-- INFORMATION GIVEN follows --

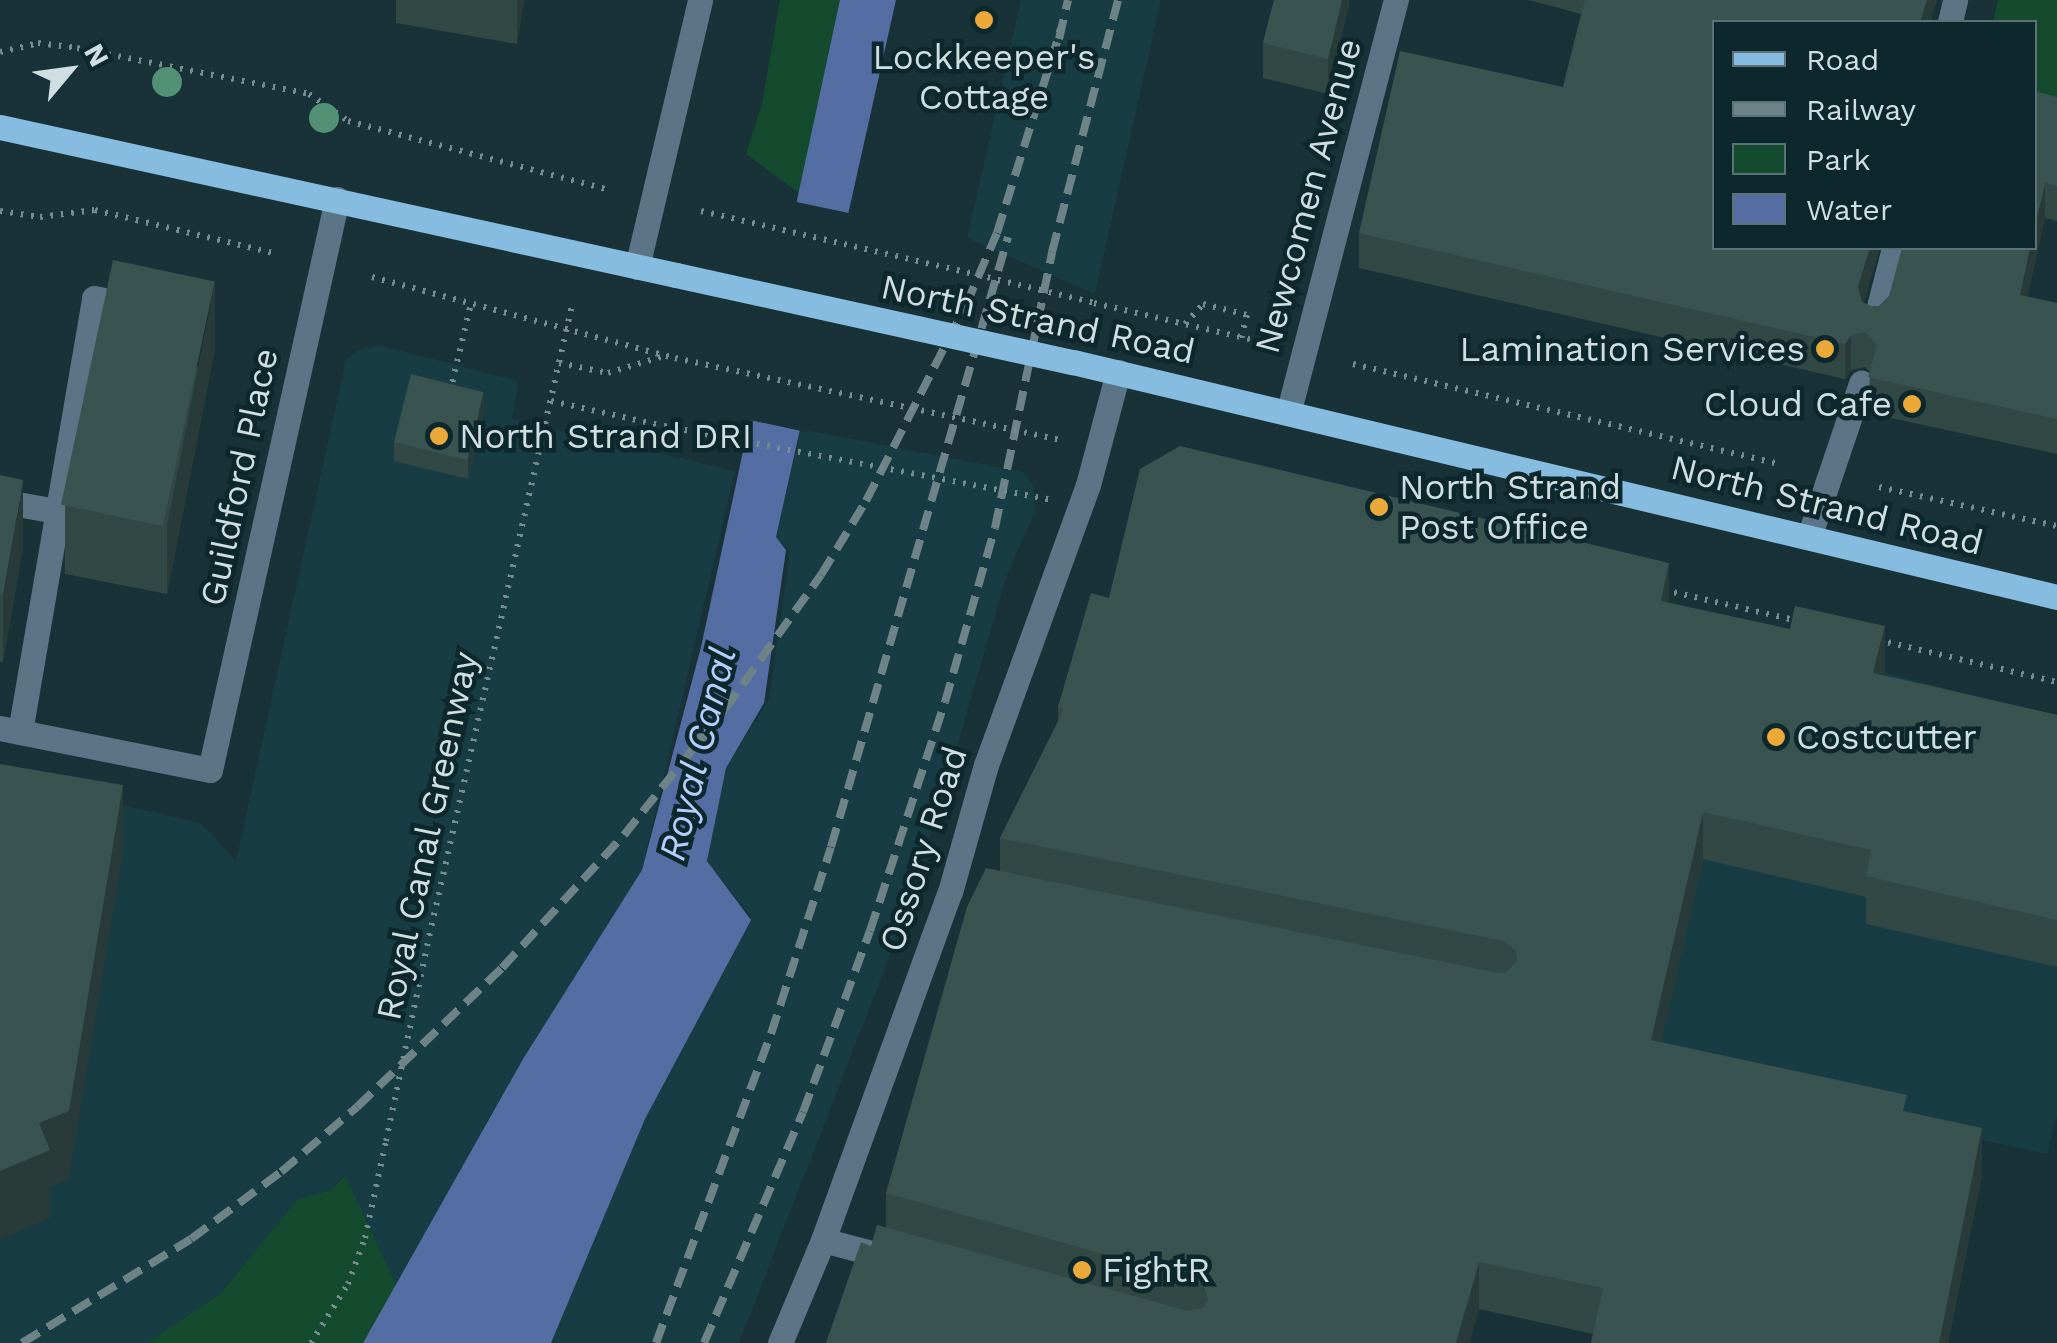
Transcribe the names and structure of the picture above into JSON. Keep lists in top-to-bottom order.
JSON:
{
  "streets": {
    "main road": ["North Strand Road"],
    "street": ["Newcomen Avenue", "Guildford Place", "Ossory Road"],
    "path": ["Royal Canal Greenway"]
  },
  "crossings": [
    ["Newcomen Avenue", "North Strand Road"],
    ["North Strand Road", "Guildford Place"],
    ["North Strand Road", "Ossory Road"]
  ],
  "water": ["Royal Canal"],
  "places": [
    "Lockkeeper's Cottage",
    "Lamination Services",
    "Cloud Cafe",
    "North Strand DRI",
    "North Strand Post Office",
    "Costcutter",
    "FightR"
  ],
  "legend": [
    "Road",
    "Railway",
    "Park",
    "Water"
  ],
  "north": "top right"
}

-- INFORMATION GIVEN concluded --

=== TASK INSTRUCTIONS ===
Retype the entries word for word. Omit any images.

=== RESULT FOR THIS EXERCISE ===
Transcribe the names and structure of the picture above into JSON. Keep lists in top-to-bottom order.
JSON:
{
  "streets": {
    "main road": ["North Strand Road"],
    "street": ["Newcomen Avenue", "Guildford Place", "Ossory Road"],
    "path": ["Royal Canal Greenway"]
  },
  "crossings": [
    ["Newcomen Avenue", "North Strand Road"],
    ["North Strand Road", "Guildford Place"],
    ["North Strand Road", "Ossory Road"]
  ],
  "water": ["Royal Canal"],
  "places": [
    "Lockkeeper's Cottage",
    "Lamination Services",
    "Cloud Cafe",
    "North Strand DRI",
    "North Strand Post Office",
    "Costcutter",
    "FightR"
  ],
  "legend": [
    "Road",
    "Railway",
    "Park",
    "Water"
  ],
  "north": "top right"
}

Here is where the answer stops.